Indeed, steel manufacturing was struggling not just in the UK but across Europe even before the pandemic. Overcapacity, high raw material costs, cheap Chinese imports, US tariffs, and the growing cost of EU carbon credits had all weighed heavily in recent years.
Now China, which was already squeezing out European steel production, looks set to increase its dominance. The country already accounted for 54% of all steel production last year. This has now jumped to 62%, as Chinese producers kept their mills running throughout the coronavirus crisis. A potential glut is also in the offing as consumption is depressed worldwide by the pandemic and consequent recession.
While the entire industry stands to suffer, Chinese companies’ are in a better position than most to ride this out. One advantage is their sheer size. The other is the presence of a major client in the form of the Chinese government, which launches infrastructure projects as a stimulus strategy. All this means Chinese steel production looks to be in a good position to further increase its dominance.
It is far from clear that Tata’s British operations are viable in the long term, and this raises political as well as economic issues. Johnson’s administration was already more willing than most previous Conservative governments to break with free-market orthodoxy, as seen with the near bailout of FlyBe earlier this year, and the pandemic has forced it to get used to state intervention on levels that it would never have previously contemplated.
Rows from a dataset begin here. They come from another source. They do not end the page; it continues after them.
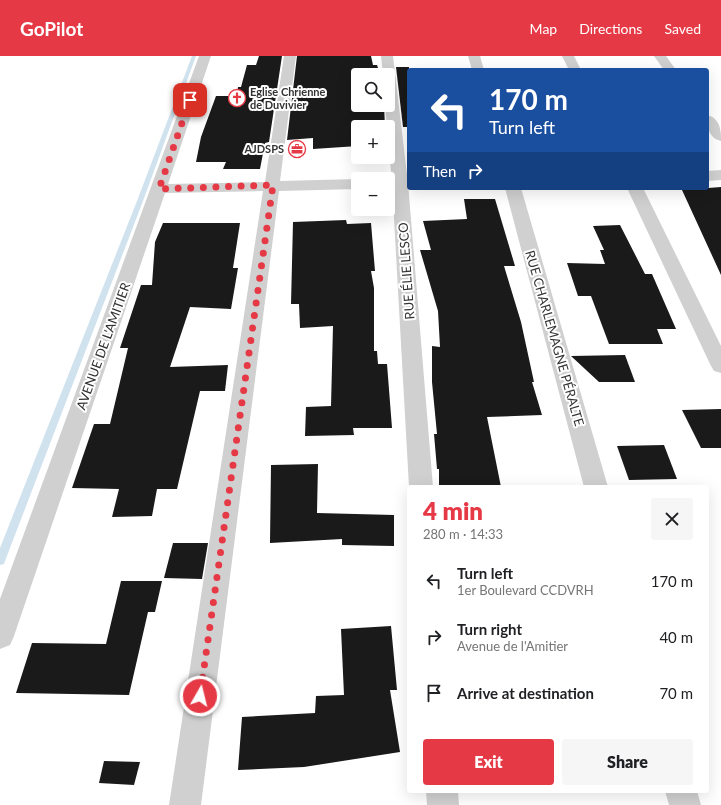 <!DOCTYPE html>
<meta charset="utf-8">
<style>
:root{--surface:#fff;--page:#f6f6f6;--text:#202124;--muted:#757577;--accent:#e63946}
body{margin:0;font-family:Lato,sans-serif;background:var(--page);color:var(--text);height:100vh;display:flex;flex-direction:column;font-size:15px;white-space:nowrap}
*{box-sizing:border-box;margin:0}
p{font-size:13px;color:var(--muted)}
.icon{flex:none;width:22px;height:22px;fill:none;stroke:currentColor;stroke-width:2;stroke-linecap:round;stroke-linejoin:round}
.map{position:relative;flex:1;overflow:hidden}
.details{position:absolute;left:407px;top:429px;width:302px;height:308px;display:flex;flex-direction:column;background:var(--surface);border-radius:4px;box-shadow:0 4px 16px #0002}
.details>*{flex:none}
.banner{position:absolute;left:407px;top:12px;width:302px;height:122px;border-radius:4px;box-shadow:0 4px 16px #0002;background:#1a4fa0;color:#fff;overflow:hidden}
.buttons{position:absolute;left:351px;top:12px;display:grid;gap:8px}
.buttons a{display:grid;place-items:center;width:44px;height:44px;border-radius:4px;background:var(--surface);box-shadow:0 4px 16px #0002;font-size:20px}
.pin{position:absolute;display:grid;place-items:center;width:34px;height:34px;color:#fff;margin:-17px;border-radius:8px;box-shadow:0 2px 6px #0006}
.me{position:absolute;width:44px;margin:-22px;rotate:8deg;stroke-linejoin:round;filter:drop-shadow(0 0 3px #0008)}
.turn{display:flex;align-items:center;gap:14px;height:84px;padding:0 16px;font-size:18px}
.turn .icon{width:52px;height:52px;stroke-width:2.5}
.turn b{display:block;font-size:28px;line-height:34px}
.then{display:flex;align-items:center;height:38px;padding:0 16px;background:#0003;gap:8px;font-size:15px}
.round{display:grid;place-items:center;flex:none;width:42px;height:42px;border-radius:4px;background:var(--page)}
.head{display:flex;align-items:center;justify-content:space-between;height:68px;padding:0 16px}
h1{font-size:24px;font-weight:800;line-height:30px;color:var(--accent)}
.primary-button{display:flex;gap:8px;margin-top:auto;padding:8px 16px}
.primary-button a{flex:1;height:46px;border-radius:4px;background:var(--accent);color:#fff;font-size:16px;font-weight:800;line-height:46px;text-align:center}
.primary-button a+a{background:var(--page);color:var(--text)}
ul{padding:0;list-style:none}
li{display:flex;align-items:center;gap:12px;height:56px;padding:0 16px}
li div{flex:1}
li b{display:block;font-size:15px}
li em{font-style:normal}
header{display:flex;align-items:center;gap:24px;box-sizing:border-box;height:56px;padding:0 20px;background:var(--accent);color:#fff}
header strong{font-size:19px}
nav{display:flex;gap:22px;margin-inline-start:auto;font-size:14px}
.map>svg:first-child{display:block}
</style>
<header>
<strong>GoPilot</strong>
<nav><a>Map</a><a>Directions</a><a>Saved</a></nav>
</header>
<div class="map">
<svg width="721" height="749" viewBox="0 0 721 749">
<rect width="100%" height="100%" fill="#fff"/>
<g fill="none" stroke-linecap="round" stroke-linejoin="round">
<path fill="#cfe2ee" fill-rule="evenodd" d="M 192,0 L 196,0 L 143,145 L 5,505 L 4,508 L 0,509 L 0,492 L 137,145 Z"/>
</g>
<g fill="#1a1a1a">
<path d="M 259,0 L 282,0 L 269,86 L 265,87 L 260,113 L 223,113 L 226,106 L 196,106 L 201,81 L 216,40 L 237,40 L 238,31 L 241,31 L 247,9 L 256,9 Z"/>
<path d="M 297,0 L 371,0 L 373,9 L 377,9 L 378,12 L 381,12 L 381,19 L 358,19 L 358,49 L 384,49 L 385,71 L 358,71 L 358,90 L 313,93 L 313,82 L 287,84 Z"/>
<path d="M 396,11 L 409,11 L 409,71 L 403,71 Z"/>
<path d="M 721,131 L 721,219 L 682,134 Z"/>
<path d="M 464,143 L 495,143 L 515,210 L 504,210 L 521,266 L 534,326 L 532,326 L 542,359 L 487,361 L 501,431 L 439,431 L 439,413 L 437,413 L 434,378 L 437,378 L 432,326 L 432,290 L 440,291 L 438,255 L 420,194 L 431,194 L 423,165 L 467,163 Z"/>
<path d="M 346,164 L 347,168 L 371,167 L 375,215 L 371,215 L 374,232 L 374,295 L 377,295 L 378,308 L 387,308 L 392,372 L 353,372 L 354,379 L 305,380 L 306,351 L 331,350 L 333,270 L 300,272 L 299,248 L 291,248 L 293,166 Z"/>
<path d="M 163,167 L 240,167 L 233,212 L 238,212 L 231,253 L 190,251 L 170,311 L 228,309 L 225,335 L 200,335 L 177,433 L 157,433 L 152,460 L 112,461 L 119,433 L 72,432 L 94,368 L 110,368 L 128,292 L 120,292 L 141,229 L 152,229 L 155,186 Z"/>
<path d="M 620,169 L 645,218 L 652,218 L 676,273 L 657,273 L 663,288 L 609,288 L 591,240 L 578,240 L 567,207 L 605,208 L 600,194 L 604,194 L 593,170 Z"/>
<path d="M 625,299 L 635,326 L 599,326 L 571,300 Z"/>
<path d="M 721,353 L 721,392 L 701,392 L 682,354 Z"/>
<path d="M 664,389 L 677,423 L 629,424 L 617,390 Z"/>
<path d="M 318,408 L 317,457 L 394,459 L 394,490 L 342,489 L 342,483 L 270,487 L 271,409 Z"/>
<path d="M 173,487 L 208,487 L 202,523 L 164,522 Z"/>
<path d="M 121,525 L 162,525 L 155,556 L 148,556 L 129,639 L 16,637 L 32,587 L 106,588 Z"/>
<path d="M 391,570 L 397,634 L 390,634 L 400,696 L 304,711 L 238,714 L 242,661 L 315,657 L 316,640 L 344,639 L 341,573 Z"/>
<path d="M 104,705 L 140,706 L 134,729 L 99,727 Z"/>
</g>
<g fill="none" stroke-linecap="round" stroke-linejoin="round">
<g fill="#d0d0d0" fill-rule="evenodd">
<path d="M 199,0 L 211,0 L 168,128 L 265,126 L 284,0 L 296,0 L 280,125 L 358,123 L 358,133 L 279,135 L 201,749 L 169,749 L 263,135 L 165,137 L 14,580 L 10,589 L 0,593 L 0,543 Z"/>
<path d="M 381,0 L 393,0 L 408,127 L 433,431 L 409,431 L 392,127 L 385,49 L 388,49 L 388,19 L 383,19 Z"/>
<path d="M 468,0 L 480,0 L 484,14 L 472,14 Z"/>
<path d="M 562,0 L 574,0 L 581,14 L 569,14 Z"/>
<path d="M 654,0 L 666,0 L 676,14 L 664,14 Z"/>
<path d="M 707,59 C 720,62 721,74 721,85 C 708,82 707,70 707,59 Z"/>
<path d="M 721,114 L 721,124 L 707,125 L 707,115 Z"/>
<path d="M 505,132 L 521,132 L 608,431 L 584,431 Z"/>
<path d="M 627,132 L 643,132 L 721,290 L 721,317 L 714,315 L 711,310 Z"/>
<path d="M 426,735 L 458,735 L 459,749 L 427,749 Z"/>
<path d="M 665,735 L 697,735 L 701,749 L 669,749 Z"/>
</g>
</g>
<g fill="none" stroke-linecap="round" stroke-linejoin="round">
<path stroke="#e63946" stroke-width="7" stroke-dasharray="0 12.6" d="M 190,44 L 159,133 L 273,129 L 200,640"/>
</g>
<defs>
<g id="church-ring" transform="scale(0.9)"><circle r="9.5" fill="#fff" stroke="#e63946" stroke-width="1.5"/><path d="M-1.2-6h2.4v3.5h3.3v2.4h-3.3V6h-2.4V-.1h-3.3v-2.4h3.3Z" fill="#e63946"/></g>
<g id="office-ring" transform="scale(0.9)"><circle r="9.5" fill="#fff" stroke="#e63946" stroke-width="1.5"/><path d="M-6-3h4V-5.5h4V-3h4V5H-6ZM-1-4.5V-3h2v-1.5ZM-6 0V1H6V0Z" fill="#e63946"/></g>
</defs>
<g fill-rule="evenodd">
<use href="#church-ring" x="237" y="42"/>
<use href="#office-ring" x="297" y="93"/>
</g>
<g text-anchor="middle" stroke-width="4" stroke-linejoin="round" paint-order="stroke">
<g font-size="11" font-weight="bold" fill="#333" stroke="#fff" text-anchor="start">
<text x="250" y="40">Eglise Chrienne<tspan x="250" dy="13">de Duvivier</tspan></text>
<text x="284" y="97" text-anchor="end">AJDSPS</text>
</g>
<g font-size="13" fill="#333" stroke="#fff">
<text transform="translate(406 215) rotate(-94)" y="5">RUE ÉLIE LESCO</text>
<text transform="translate(555 282) rotate(74)" y="5">RUE CHARLEMAGNE PÉRALTE</text>
<text transform="translate(103 290) rotate(-70)" y="5">AVENUE DE L'AMITIER</text>
</g>
</g>
</svg>
<div class="buttons">
<a><svg class="icon" aria-label="search" viewBox="0 0 24 24"><circle cx="10" cy="10" r="6"/><path d="M15 15l6 6"/></svg></a>
<a>+</a>
<a>−</a>
</div>
<div class="pin" style="left:190px;top:44px;background:#d93025"><svg class="icon" aria-label="arrive" viewBox="0 0 24 24"><path d="M6 21V4h12l-3 4 3 4H6"/></svg></div>
<svg class="me" style="left:200px;top:640px" viewBox="-20 -20 40 40"><circle r="17" fill="#e63946" stroke="#fff" stroke-width="3"/><path d="M0-11L8 9 0 5-8 9z" fill="#fff"/></svg>
<div class="banner">
<div class="turn"><svg class="icon" aria-label="left" viewBox="0 0 24 24"><path d="M17 20v-9H6M10 6l-5 5 5 5"/></svg><div><b>170 m</b>Turn left</div></div>
<div class="then">Then<svg class="icon" aria-label="right" viewBox="0 0 24 24"><path d="M7 20v-9h11M14 6l5 5-5 5"/></svg></div>
</div>
<section class="details">
<div class="head"><div><h1>4 min</h1><p>280 m · 14:33</p></div><a class="round"><svg class="icon" aria-label="close" viewBox="0 0 24 24"><path d="M6 6l12 12M18 6L6 18"/></svg></a></div>
<ul>
<li><svg class="icon" aria-label="left" viewBox="0 0 24 24"><path d="M17 20v-9H6M10 6l-5 5 5 5"/></svg><div><b>Turn left</b><p>1er Boulevard CCDVRH</p></div><em>170 m</em></li>
<li><svg class="icon" aria-label="right" viewBox="0 0 24 24"><path d="M7 20v-9h11M14 6l5 5-5 5"/></svg><div><b>Turn right</b><p>Avenue de l'Amitier</p></div><em>40 m</em></li>
<li><svg class="icon" aria-label="arrive" viewBox="0 0 24 24"><path d="M6 21V4h12l-3 4 3 4H6"/></svg><div><b>Arrive at destination</b></div><em>70 m</em></li>
</ul>
<div class="primary-button"><a>Exit</a><a>Share</a></div>
</section>
</div>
But these moves have also stirred disquiet in the Tory backbenches who fear it will prove extremely difficult to roll back the state after the crisis has passed. The bailout of a company whose future already doubtful will only stoke their worries.
For the moment it seems the Chancellor has deemed an expensive rescue of Tata Steel to be a price worth paying economically and politically. Whether he will be able to make good his investment remains to be seen.